### GIVEN DATA
Start of Block

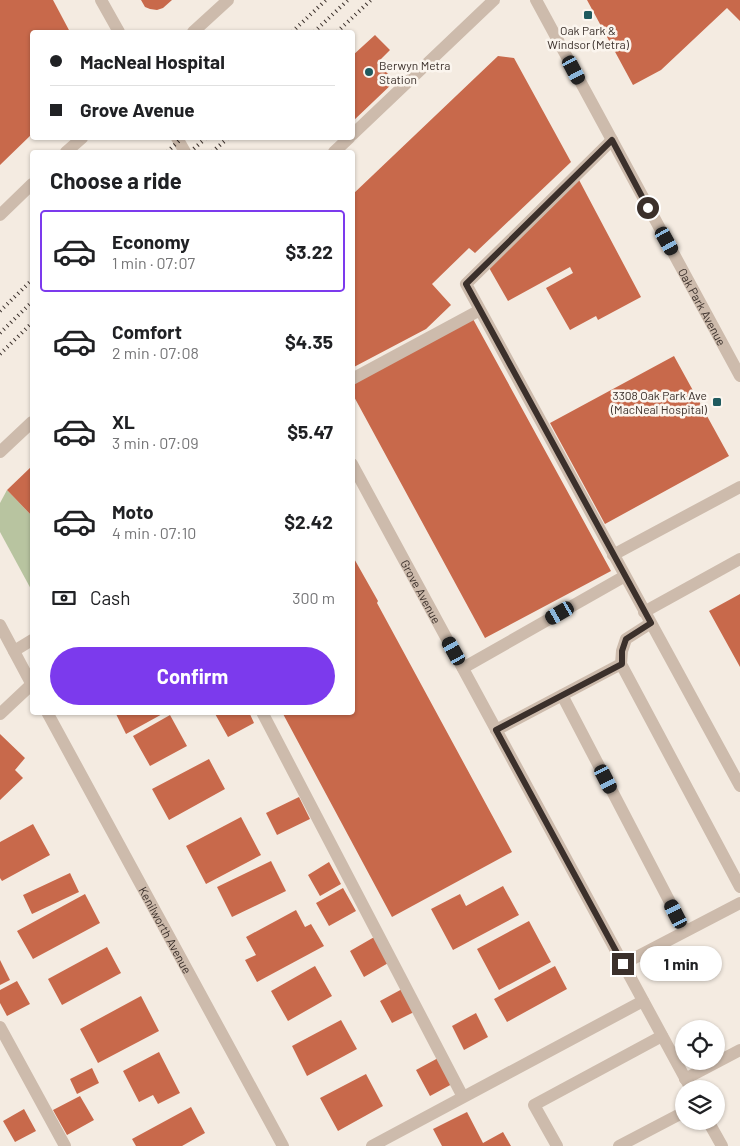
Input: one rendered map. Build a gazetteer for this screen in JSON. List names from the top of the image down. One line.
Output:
{"streets":{"street":["Oak Park Avenue","Grove Avenue","Kenilworth Avenue"]},"places":{"transit":["Oak Park & Windsor (Metra)","3308 Oak Park Ave (MacNeal Hospital)"],"other":["Berwyn Metra Station"]},"page":{"banner":["MacNeal Hospital","Grove Avenue"],"heading":"Choose a ride","list":[{"name":"Economy","note":"1 min · 07:07","value":"$3.22"},{"name":"Comfort","note":"2 min · 07:08","value":"$4.35"},{"name":"XL","note":"3 min · 07:09","value":"$5.47"},{"name":"Moto","note":"4 min · 07:10","value":"$2.42"}],"pay":["Cash","300 m"],"buttons":"Confirm","bubble":"1 min"}}
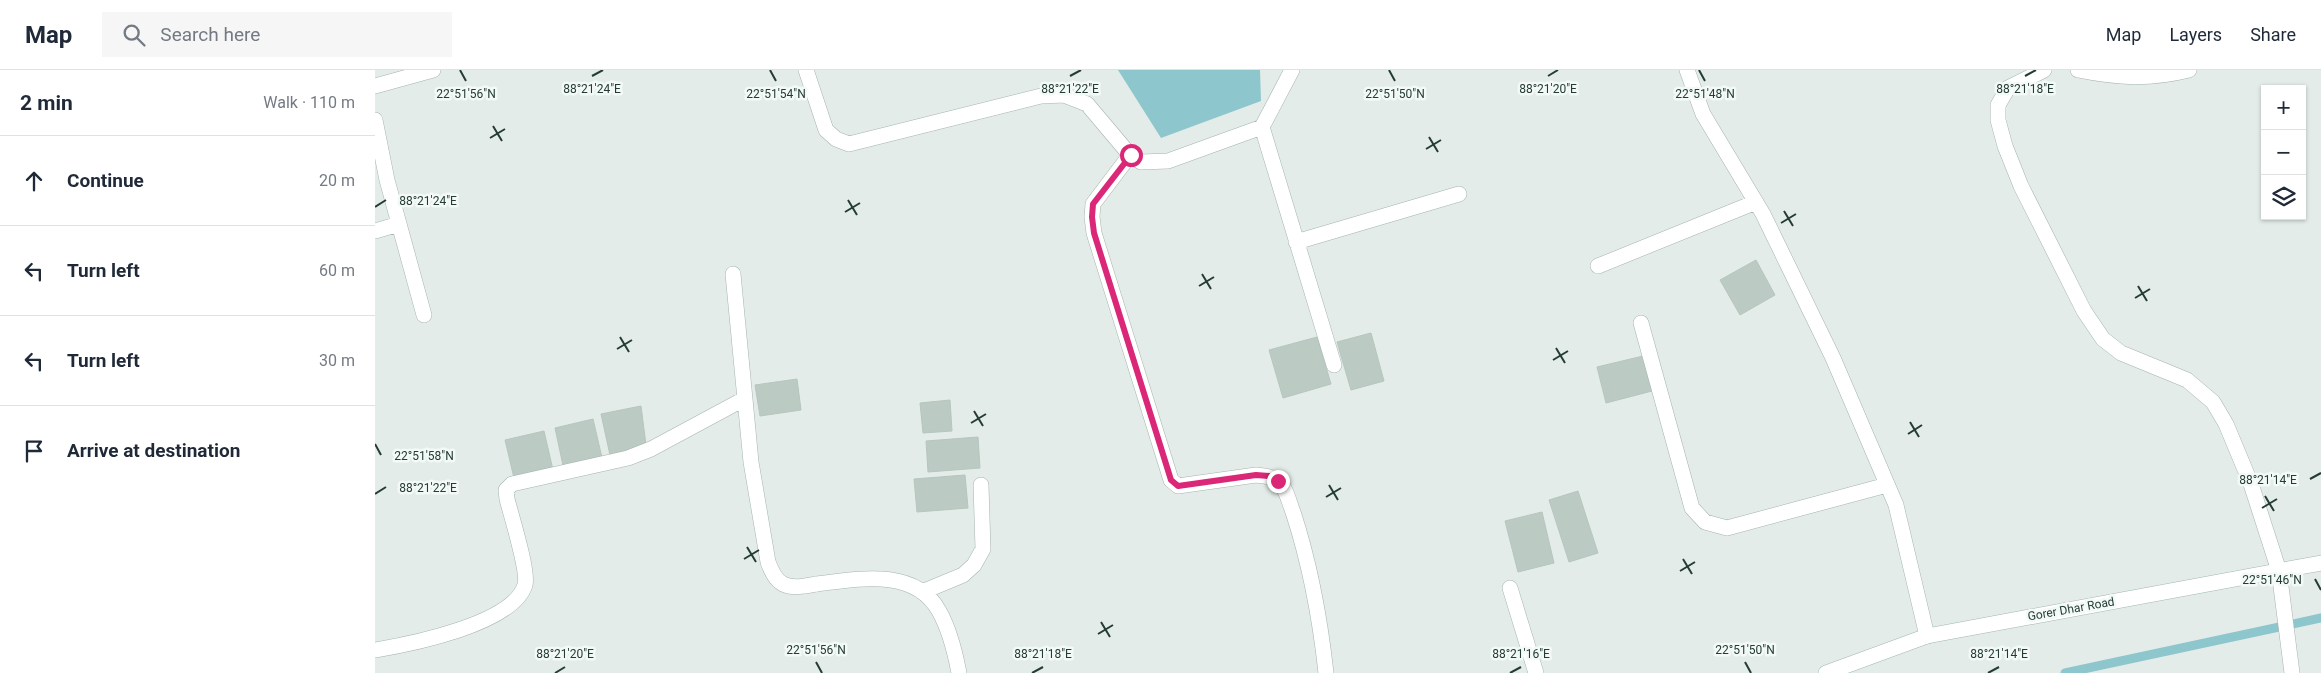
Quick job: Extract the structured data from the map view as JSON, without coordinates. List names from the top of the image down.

End of Block

Could you reproduce the data above exactly, without its pictures?

### RESPONSE TO THIS TASK
Input: one rendered map. Build a gazetteer for this screen in JSON. List names from the top of the image down. One line.
Output:
{"streets":{"street":["Oak Park Avenue","Grove Avenue","Kenilworth Avenue"]},"places":{"transit":["Oak Park & Windsor (Metra)","3308 Oak Park Ave (MacNeal Hospital)"],"other":["Berwyn Metra Station"]},"page":{"banner":["MacNeal Hospital","Grove Avenue"],"heading":"Choose a ride","list":[{"name":"Economy","note":"1 min · 07:07","value":"$3.22"},{"name":"Comfort","note":"2 min · 07:08","value":"$4.35"},{"name":"XL","note":"3 min · 07:09","value":"$5.47"},{"name":"Moto","note":"4 min · 07:10","value":"$2.42"}],"pay":["Cash","300 m"],"buttons":"Confirm","bubble":"1 min"}}
Quick job: Extract the structured data from the map view as JSON, without coordinates. List names from the top of the image down.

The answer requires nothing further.